I have an interface which implementing classes export via MEF in my application. The implementing classes are in separate assemblies and aren’t known about at compile-time (think plug-ins).
The interface basically consists of a call which says ‘here is a bunch of key-value pairs, now initialise your licensing state’. I.e.
public LicensingInfo InitialiseLicense(IEnumerable<KeyValuePair<string, string>> keys)
What I would like to know is – is there any way of protecting that interface from a ‘middle man’ implementation? I.e. one that receives the call from my application, then calls the same method on the plug-in assembly with a different bunch of key-value pairs, basically saying ‘yes – here you go – have everything’.
I did try and think of it a different way, in that the application would call the plug-in assembly and pass in an object which could be queried. That method might look something like this:
public LicensingInfo InitialiseLicense(ILicenseQueryProvider provider)
However, again with this method I think that an intercepting object could just simply give a different provider to the library.
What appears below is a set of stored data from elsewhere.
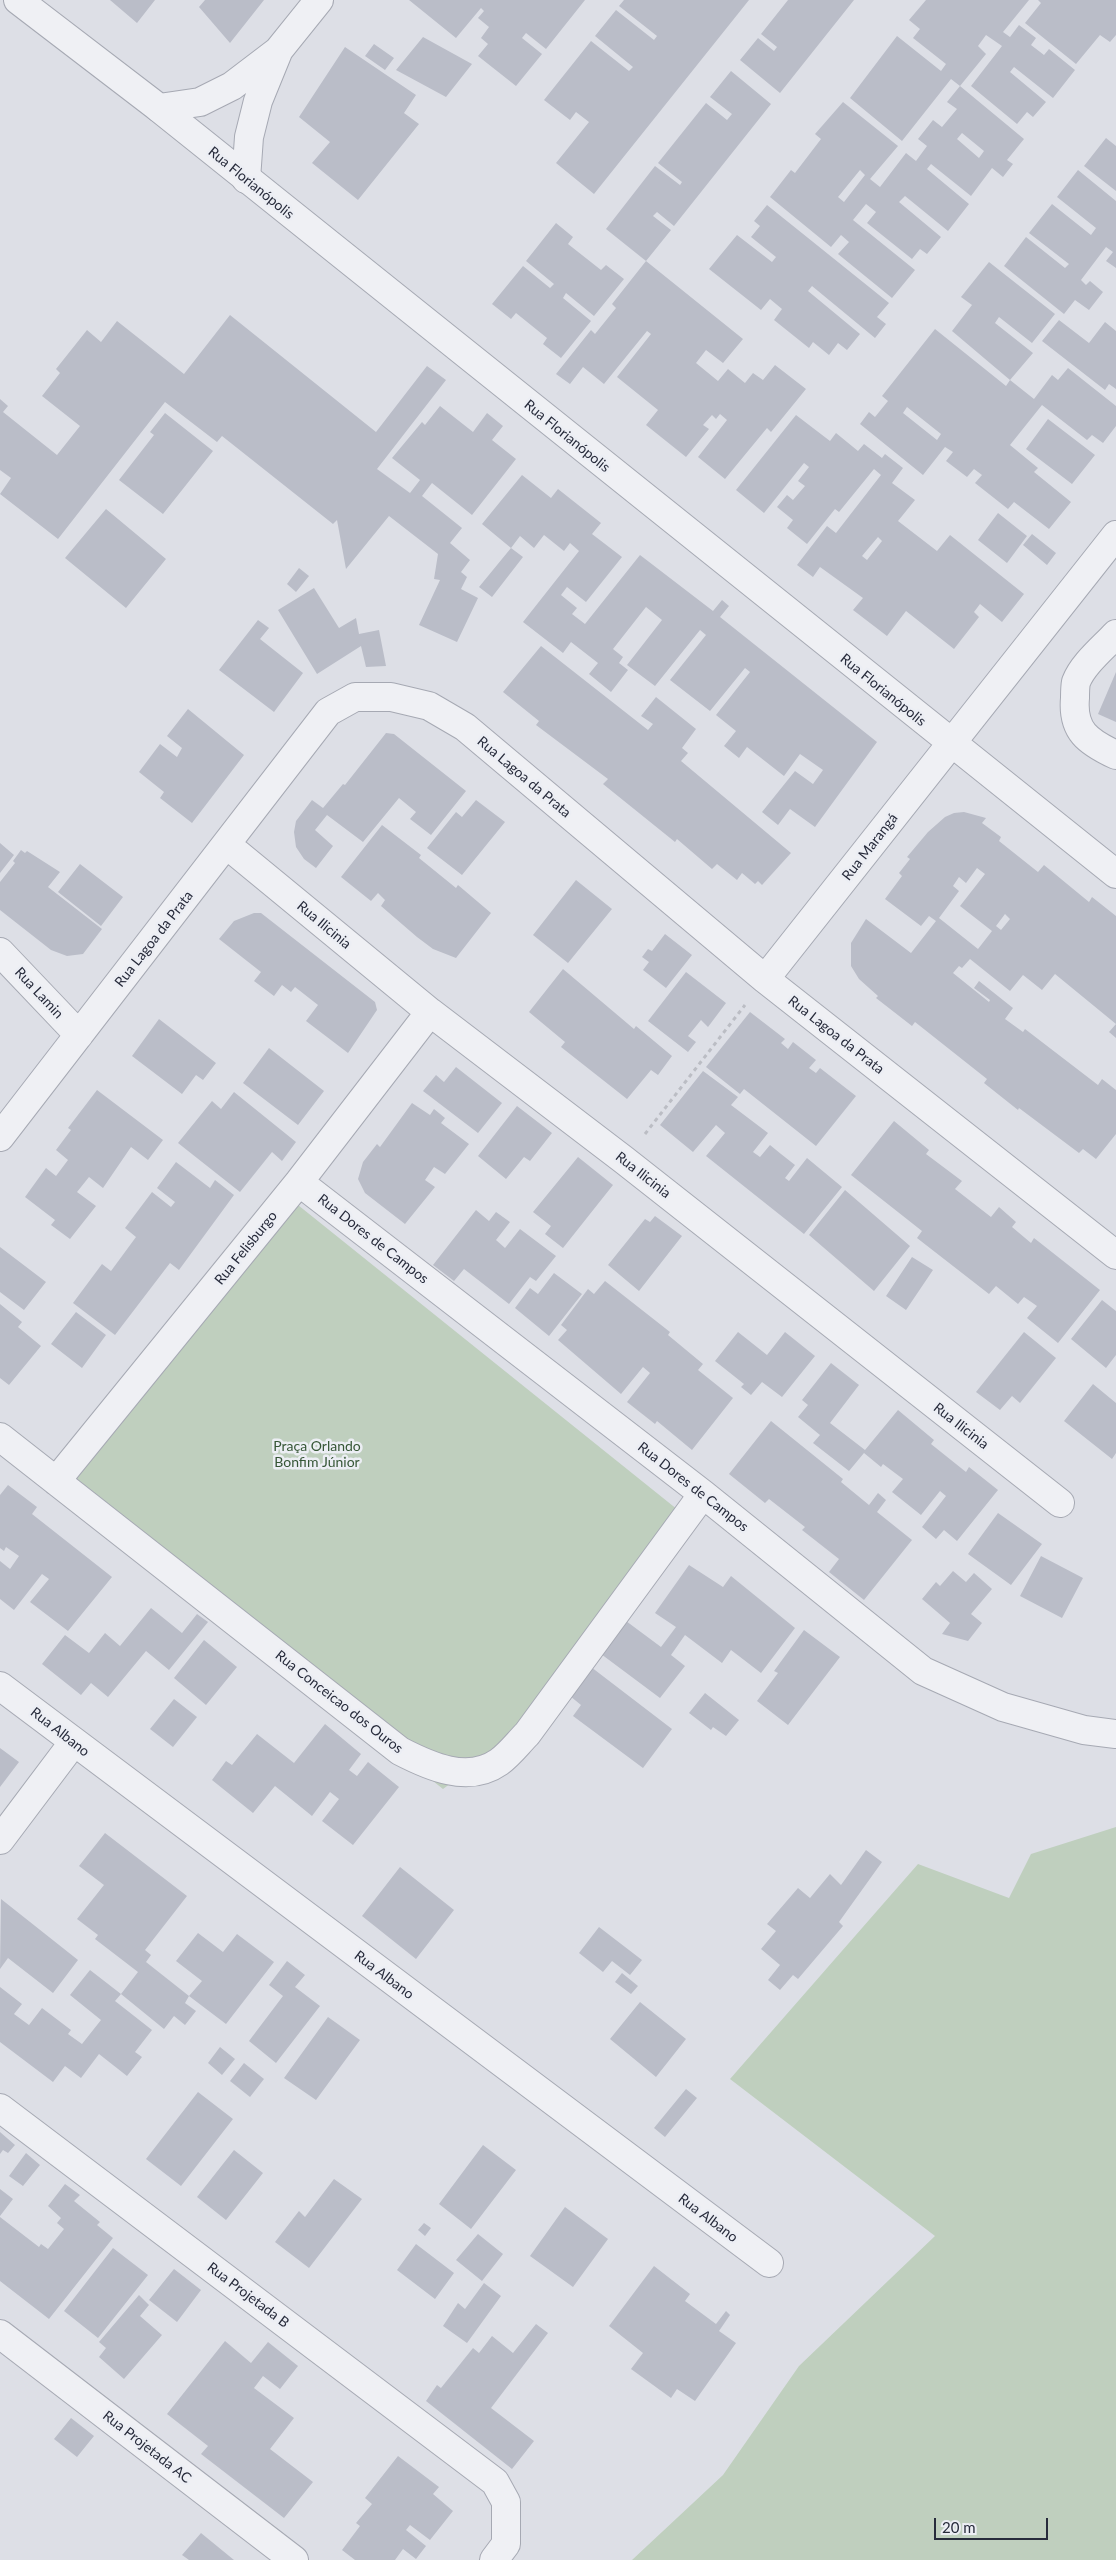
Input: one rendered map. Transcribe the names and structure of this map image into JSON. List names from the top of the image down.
{
  "streets": {
    "street": [
      "Rua Florianópolis",
      "Rua Lagoa da Prata",
      "Rua Marangá",
      "Rua Ilicinia",
      "Rua Lamin",
      "Rua Dores de Campos",
      "Rua Felisburgo",
      "Rua Conceicao dos Ouros",
      "Rua Albano",
      "Rua Projetada B",
      "Rua Projetada AC"
    ]
  },
  "crossings": [
    ["Rua Florianópolis", "Rua Marangá"],
    ["Rua Lagoa da Prata", "Rua Marangá"],
    ["Rua Lagoa da Prata", "Rua Ilicinia"],
    ["Rua Lagoa da Prata", "Rua Lamin"],
    ["Rua Ilicinia", "Rua Felisburgo"],
    ["Rua Dores de Campos", "Rua Felisburgo"],
    ["Rua Dores de Campos", "Rua Conceicao dos Ouros"],
    ["Rua Felisburgo", "Rua Conceicao dos Ouros"]
  ],
  "parks": ["Praça Orlando Bonfim Júnior"],
  "scale_bar": "20 m"
}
So, is there a way I could prevent such interface interception, or should I refactor it such that the plug-in assembly is entirely responsible for licence loading etc within it’s own code? Or is there another way, perhaps, that I could refactor it that I haven’t considered?
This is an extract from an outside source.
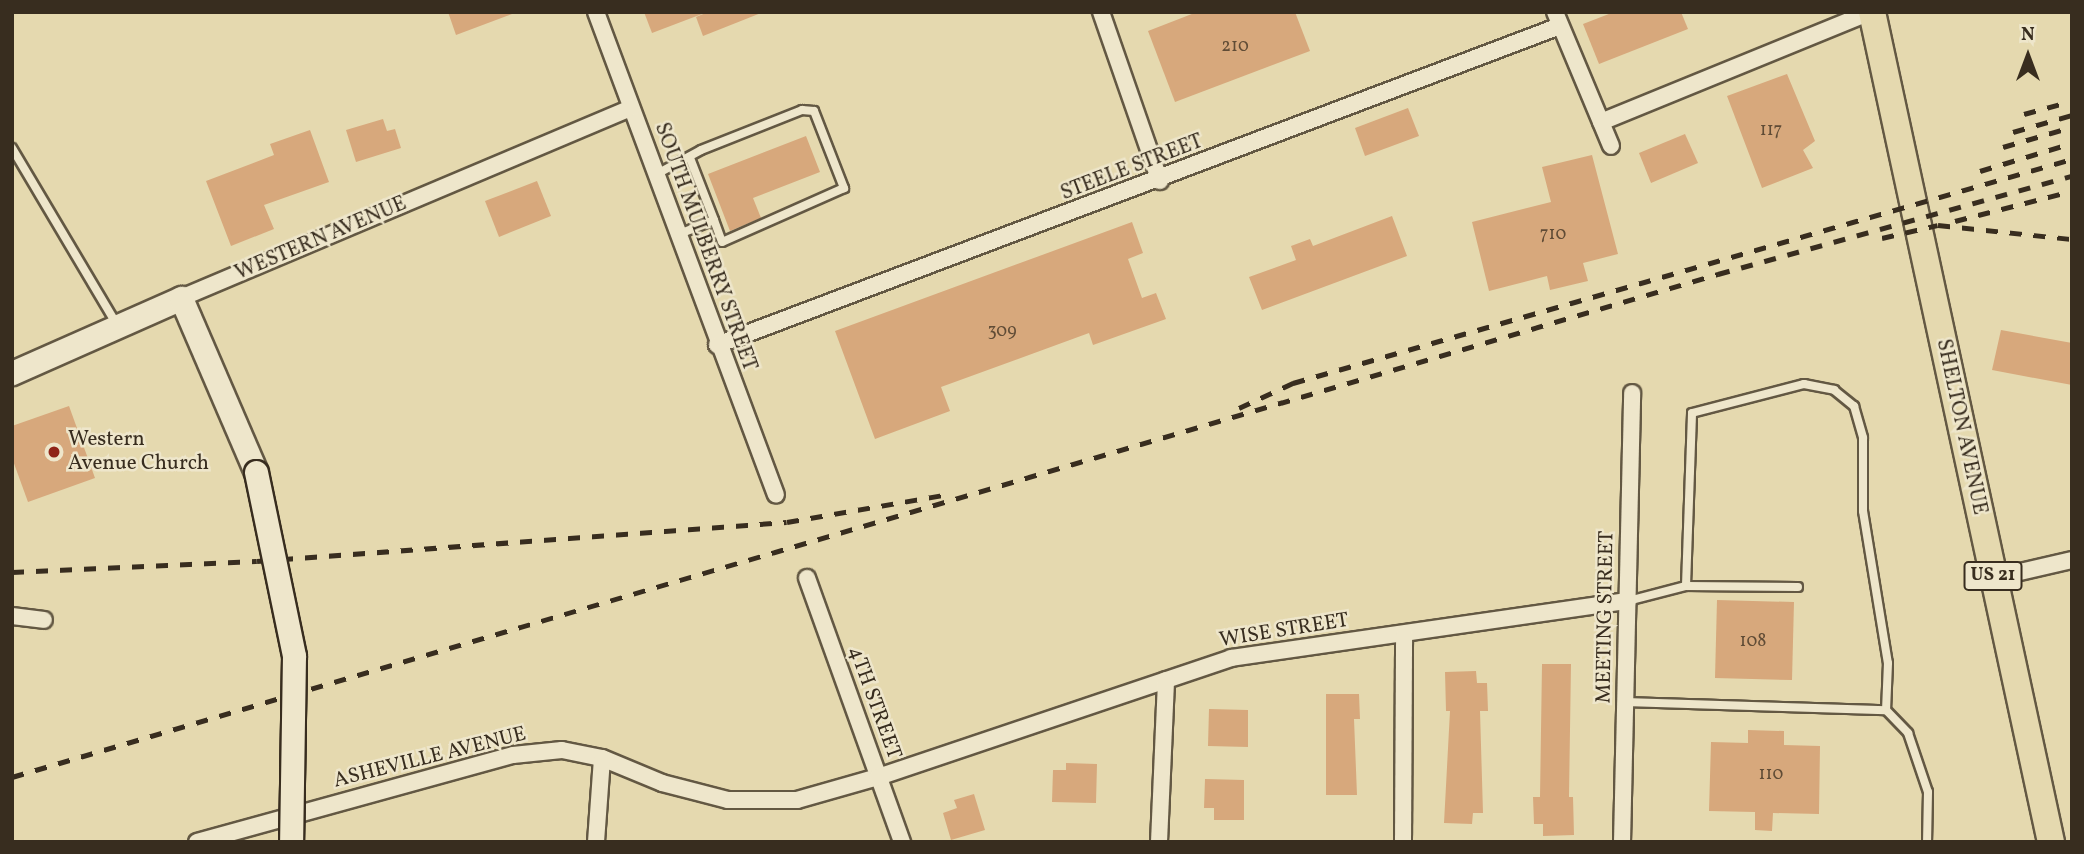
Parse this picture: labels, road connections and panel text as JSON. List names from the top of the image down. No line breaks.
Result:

I believe you can make it harder to break, but not with an interface.
Here’s what you do:
You need 2 + n projects: one for the exe (let’s call it program.exe), one for the contracts (contracts.dll), and one for each of your n plugins (plugin.dll).
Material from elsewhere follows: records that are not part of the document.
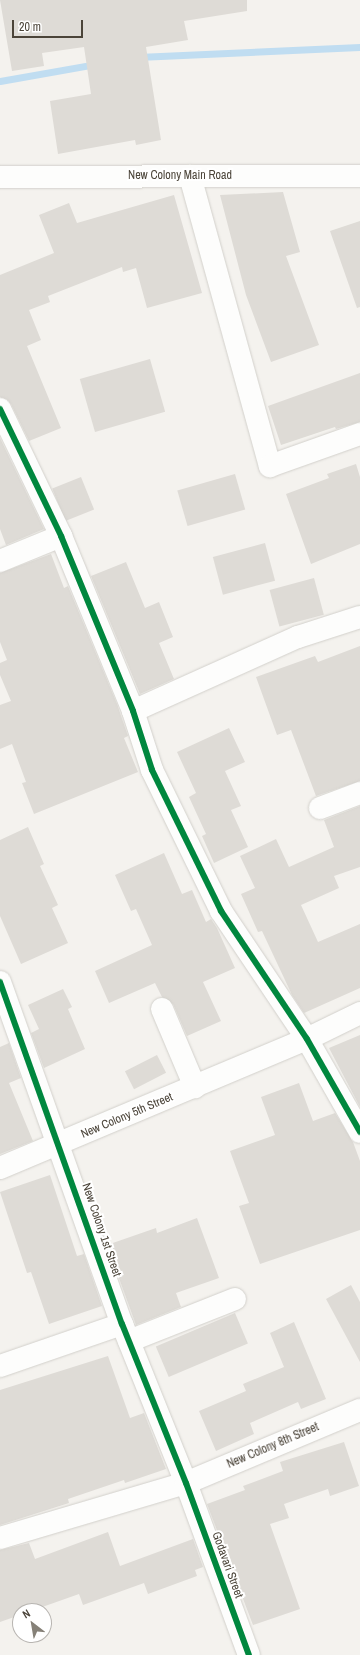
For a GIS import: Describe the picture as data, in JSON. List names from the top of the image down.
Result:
{
  "streets": {
    "street": [
      "New Colony Main Road",
      "New Colony 5th Street",
      "New Colony 1st Street",
      "New Colony 8th Street",
      "Godavari Street"
    ]
  },
  "crossings": [
    ["New Colony 5th Street", "New Colony 1st Street"],
    ["New Colony 1st Street", "New Colony 8th Street"],
    ["New Colony 1st Street", "Godavari Street"],
    ["New Colony 8th Street", "Godavari Street"]
  ],
  "scale_bar": "20 m",
  "north": "top left"
}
program.exe has a hard reference to contracts.dll, as does plugin.dll.
Sign all of them with a strong name key. See http://msdn.microsoft.com/en-us/library/xc31ft41.aspx
Instead of an interface ILicenceQueryProvider, create a sealed class LicenceQueryProvider in contracts.dll. Make sure it has no public constructors, only an internal one, and no methods to modify the object (initialized on construction, immutable and with readonly fields).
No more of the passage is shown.